Recorded information:
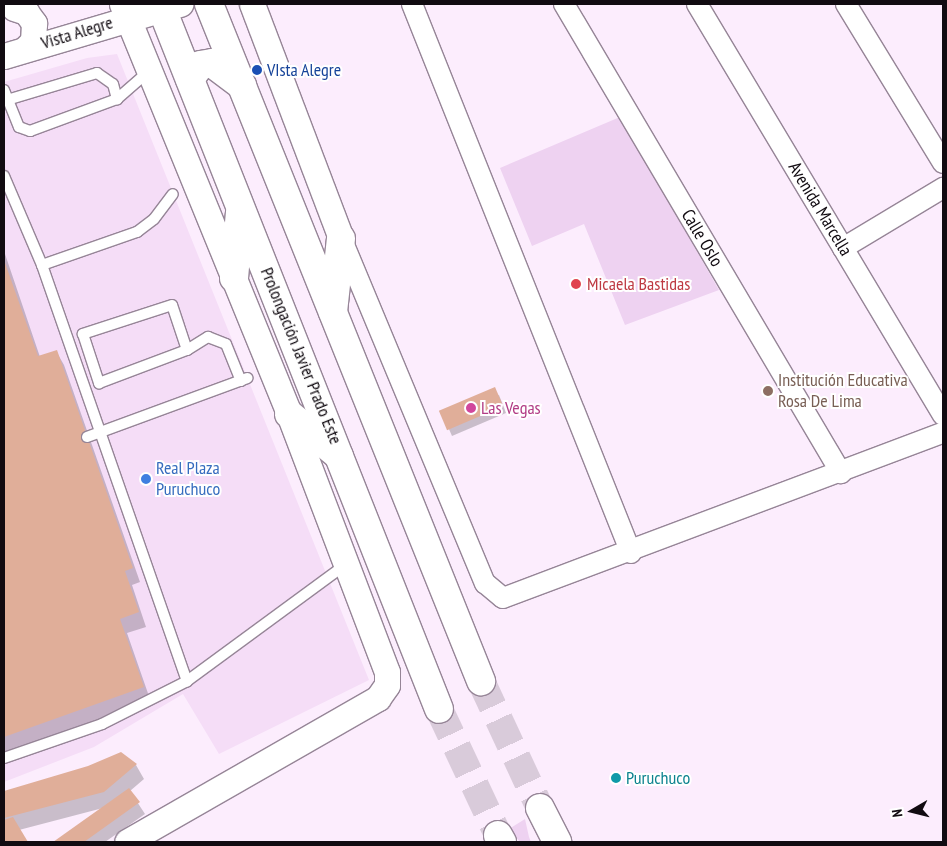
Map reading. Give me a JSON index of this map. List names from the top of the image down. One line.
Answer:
{"streets":{"main road":["Prolongación Javier Prado Este"],"street":["Vista Alegre","Avenida Marcella","Calle Oslo"]},"crossings":[["Vista Alegre","Prolongación Javier Prado Este"]],"places":["VIsta Alegre","Micaela Bastidas","Institución Educativa Rosa De Lima","Las Vegas","Real Plaza Puruchuco","Puruchuco"],"north":"left"}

Task objective: Write the listing out a second time exactly, dropping all images.

Result of the task:
Map reading. Give me a JSON index of this map. List names from the top of the image down. One line.
Answer:
{"streets":{"main road":["Prolongación Javier Prado Este"],"street":["Vista Alegre","Avenida Marcella","Calle Oslo"]},"crossings":[["Vista Alegre","Prolongación Javier Prado Este"]],"places":["VIsta Alegre","Micaela Bastidas","Institución Educativa Rosa De Lima","Las Vegas","Real Plaza Puruchuco","Puruchuco"],"north":"left"}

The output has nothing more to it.